Prompt -
Where a line below holds the string "small", copy that line.

[Stored items]
··········

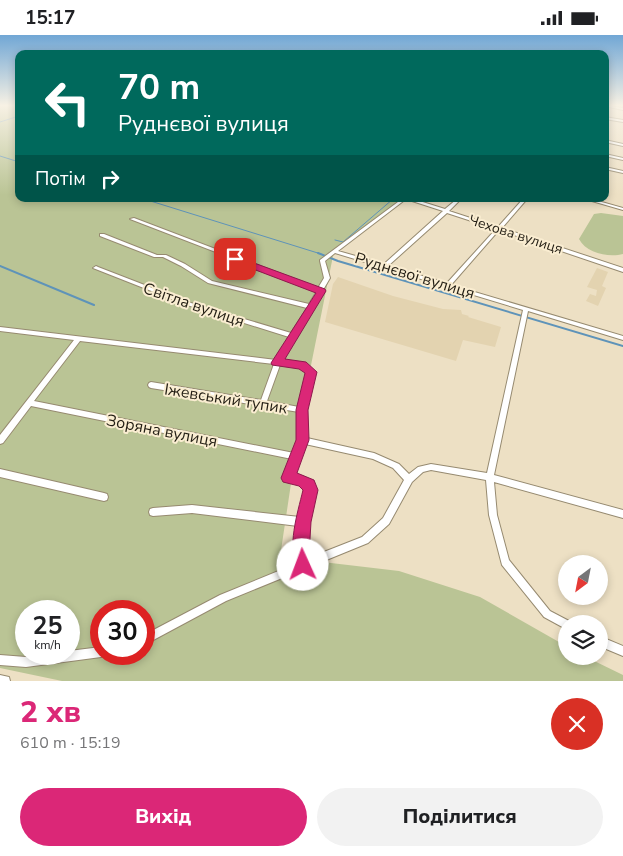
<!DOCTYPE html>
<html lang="uk">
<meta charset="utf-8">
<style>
:root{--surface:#fff;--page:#f2f2f2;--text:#202124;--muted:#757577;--accent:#db2777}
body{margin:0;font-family:"Nunito Sans",sans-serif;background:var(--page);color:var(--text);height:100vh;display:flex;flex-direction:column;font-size:19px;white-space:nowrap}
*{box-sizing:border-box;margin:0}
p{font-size:16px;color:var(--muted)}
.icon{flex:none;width:28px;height:28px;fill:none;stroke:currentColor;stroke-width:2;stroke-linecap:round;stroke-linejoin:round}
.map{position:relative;height:646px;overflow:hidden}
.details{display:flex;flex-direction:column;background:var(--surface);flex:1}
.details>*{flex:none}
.guide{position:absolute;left:15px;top:15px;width:594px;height:152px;border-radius:10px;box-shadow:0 2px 8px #0003;background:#00695c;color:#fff;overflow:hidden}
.needle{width:32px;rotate:212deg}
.tools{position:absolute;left:558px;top:520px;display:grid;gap:10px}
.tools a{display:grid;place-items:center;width:50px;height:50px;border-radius:50%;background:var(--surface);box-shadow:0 2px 8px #0003;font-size:25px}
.speed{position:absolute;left:15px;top:565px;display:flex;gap:10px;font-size:25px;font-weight:700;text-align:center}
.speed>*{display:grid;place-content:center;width:65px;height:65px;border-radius:50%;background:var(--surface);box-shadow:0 2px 8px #0003;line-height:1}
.speed small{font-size:12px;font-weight:400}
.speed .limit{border:8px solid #d22;background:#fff;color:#111}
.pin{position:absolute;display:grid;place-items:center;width:42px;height:42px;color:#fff;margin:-21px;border-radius:10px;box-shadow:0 2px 8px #0006}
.me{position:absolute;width:55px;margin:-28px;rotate:358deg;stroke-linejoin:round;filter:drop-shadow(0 0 4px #0008)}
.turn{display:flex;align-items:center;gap:18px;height:105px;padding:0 20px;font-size:22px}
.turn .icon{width:65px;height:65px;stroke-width:2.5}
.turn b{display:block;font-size:35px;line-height:42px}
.then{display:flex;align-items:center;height:48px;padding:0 20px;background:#0003;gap:10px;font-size:19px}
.round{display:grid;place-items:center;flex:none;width:52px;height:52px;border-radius:26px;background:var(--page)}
.summary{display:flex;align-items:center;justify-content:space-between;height:85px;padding:0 20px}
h1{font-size:30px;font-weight:800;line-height:38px;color:var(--accent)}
.button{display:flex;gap:10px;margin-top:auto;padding:10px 20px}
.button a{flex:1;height:58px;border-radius:30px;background:var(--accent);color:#fff;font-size:20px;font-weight:800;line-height:58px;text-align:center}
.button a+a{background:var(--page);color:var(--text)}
.status{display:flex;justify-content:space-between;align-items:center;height:35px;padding:0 25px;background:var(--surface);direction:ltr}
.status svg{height:14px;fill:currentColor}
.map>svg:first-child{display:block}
.built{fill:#e3d3b0}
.green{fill:#bac495;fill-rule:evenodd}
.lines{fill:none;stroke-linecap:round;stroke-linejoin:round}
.stream-far1{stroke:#5e93b9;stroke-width:1}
.stream{stroke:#5e93b9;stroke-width:2}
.minor-casing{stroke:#968a70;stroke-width:2}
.minor{fill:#fff;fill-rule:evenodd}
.route{fill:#db2777;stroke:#8e194d}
.labels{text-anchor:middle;stroke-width:4;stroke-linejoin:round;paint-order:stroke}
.far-street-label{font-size:14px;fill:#231e14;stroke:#faedd1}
.street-label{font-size:16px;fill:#231e14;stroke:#faedd1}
</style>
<div class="status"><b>15:17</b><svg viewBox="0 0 49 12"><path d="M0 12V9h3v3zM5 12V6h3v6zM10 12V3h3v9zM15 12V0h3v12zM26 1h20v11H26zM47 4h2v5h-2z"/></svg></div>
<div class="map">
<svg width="623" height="646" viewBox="0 0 623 646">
<rect width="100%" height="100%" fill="#ede0c4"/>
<path class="built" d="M597,233L608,237L602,251L606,253L598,271L586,266L590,259L596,261L597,255L587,252Z
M338,242L393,261L443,274L461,275L462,279L469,281L468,282L501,292L495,312L463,305L456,326L325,287L333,249Z"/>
<path class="green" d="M0,70H19V164H404L334,216L302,375L280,522L399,536L480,562L566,611V621H584L623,640V646H62L0,633ZM26,576H69V619H26ZM101,576H144V619H101Z
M601,178L623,181V219C609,223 586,218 579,204L594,179Z"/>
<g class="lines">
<path class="stream-far1" d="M0,87L19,81
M0,121L19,127
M144,164L321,219
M335,205L343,207L393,164"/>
<path class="stream" d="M318,218L338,226L623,311
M0,231L94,270"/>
<defs>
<path id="minor" d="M605,70L623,73V75L605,71Z
M605,82L623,85V87L605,84Z
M605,105L623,109V111L605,107Z
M605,119L623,123V125L605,121Z
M605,132L623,136V138L605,134Z
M402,164H406L338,216L384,229L443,176L409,165L408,164H413L445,174L457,164H461L449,176L498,192L523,164H527L502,193L623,233V237L499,195L451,250L623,301V305L528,276L494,440L623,475V483L494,447L497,480L509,525L550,576L569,586L571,589H566V594L544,582L502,530L489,480L486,445L431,435L423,437L412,447L389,489L368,508L226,566L144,610V600L220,560L298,528L297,514L298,491L192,478L153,481L150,480L149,477L150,474L153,473L192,470L300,482L305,463V451L301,448L285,446L284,443L292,424L31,371L3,408L0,409V400L74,305L0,296V292L276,325L289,302L187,270L93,233L96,231L98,232L191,268L291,298L307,273L208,248L181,231L163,222H154L100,201V199H104L157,220H166L185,229L212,246L309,269L317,256L130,184L134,183L318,253L324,243L320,226V225ZM447,178L496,194L447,248L388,231ZM335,218L523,275L487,438L431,429L418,432L409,439L399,429L374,418L307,403L305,375L314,337L304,328L282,325L312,274L315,272L314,271L321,258L324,256L323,255L330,243L325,226ZM80,306L274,329L261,365L151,347L149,348L148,350L149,352L151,353L299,377V405L294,418L34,366ZM280,330L300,332L308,338L299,372L267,366ZM305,409L373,424L393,433L404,445L383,483L362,502L306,524C305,512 305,497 307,485C310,472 317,460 312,446L302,441L293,440Z
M585,164H591L623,173V175Z
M0,434L104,458L107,459L108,462L107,465L104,466L0,442Z
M599,601L623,611V621L599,611Z
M101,612V619H105V621L101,622L26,632L0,630V620L26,622L50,619H69V616Z
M0,640L9,642L10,646H0Z"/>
</defs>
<use href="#minor" class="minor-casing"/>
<use href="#minor" class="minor"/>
</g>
<linearGradient id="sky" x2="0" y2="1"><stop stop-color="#71a7d5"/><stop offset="0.44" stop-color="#f7f1e4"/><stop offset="1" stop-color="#f7f1e4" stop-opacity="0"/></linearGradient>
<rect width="623" height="160" fill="url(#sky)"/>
<path class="route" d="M235,221L325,254L326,256L285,324L306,327L317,337L308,375L309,405L297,438L314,445L318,455L311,487L309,520L311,530L308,536L303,538L297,536C287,511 297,480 303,455L299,451L283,447L281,443L296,405V375L305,338L299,334L272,330L271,328L316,258L232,226L231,224Z"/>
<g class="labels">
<g class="far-street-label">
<text transform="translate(516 199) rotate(18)" y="5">Чехова вулиця</text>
</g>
<g class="street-label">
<text transform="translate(415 240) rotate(17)" y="6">Руднєвої вулиця</text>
<text transform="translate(194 269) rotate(19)" y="6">Світла вулиця</text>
<text transform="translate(226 363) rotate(9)" y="6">Іжевський тупик</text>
<text transform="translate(162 395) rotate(11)" y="6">Зоряна вулиця</text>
</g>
</g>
</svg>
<div class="tools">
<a><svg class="needle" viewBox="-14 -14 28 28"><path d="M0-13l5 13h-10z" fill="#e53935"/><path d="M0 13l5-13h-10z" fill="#757577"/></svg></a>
<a><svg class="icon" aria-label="layers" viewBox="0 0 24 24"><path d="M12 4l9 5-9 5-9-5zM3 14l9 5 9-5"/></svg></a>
</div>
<div class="speed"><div>25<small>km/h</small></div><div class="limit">30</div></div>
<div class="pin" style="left:235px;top:224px;background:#d93025"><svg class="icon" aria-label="arrive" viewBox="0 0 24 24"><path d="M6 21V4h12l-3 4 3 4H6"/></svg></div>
<svg class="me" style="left:303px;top:530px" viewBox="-20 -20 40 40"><circle r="19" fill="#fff"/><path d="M0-13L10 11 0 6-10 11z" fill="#db2777"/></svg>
<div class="guide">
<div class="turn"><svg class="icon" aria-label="left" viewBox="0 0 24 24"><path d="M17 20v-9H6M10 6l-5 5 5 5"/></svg><div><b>70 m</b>Руднєвої вулиця</div></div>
<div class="then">Потім<svg class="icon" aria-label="right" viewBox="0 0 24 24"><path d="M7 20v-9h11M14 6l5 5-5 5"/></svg></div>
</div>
</div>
<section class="details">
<div class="summary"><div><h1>2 хв</h1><p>610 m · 15:19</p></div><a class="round" style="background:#d93025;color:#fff"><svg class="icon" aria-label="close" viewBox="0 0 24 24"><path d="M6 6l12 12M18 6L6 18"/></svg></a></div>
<div class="button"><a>Вихід</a><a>Поділитися</a></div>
</section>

··········

Solution to the problem -
.speed small{font-size:12px;font-weight:400}
<div class="speed"><div>25<small>km/h</small></div><div class="limit">30</div></div>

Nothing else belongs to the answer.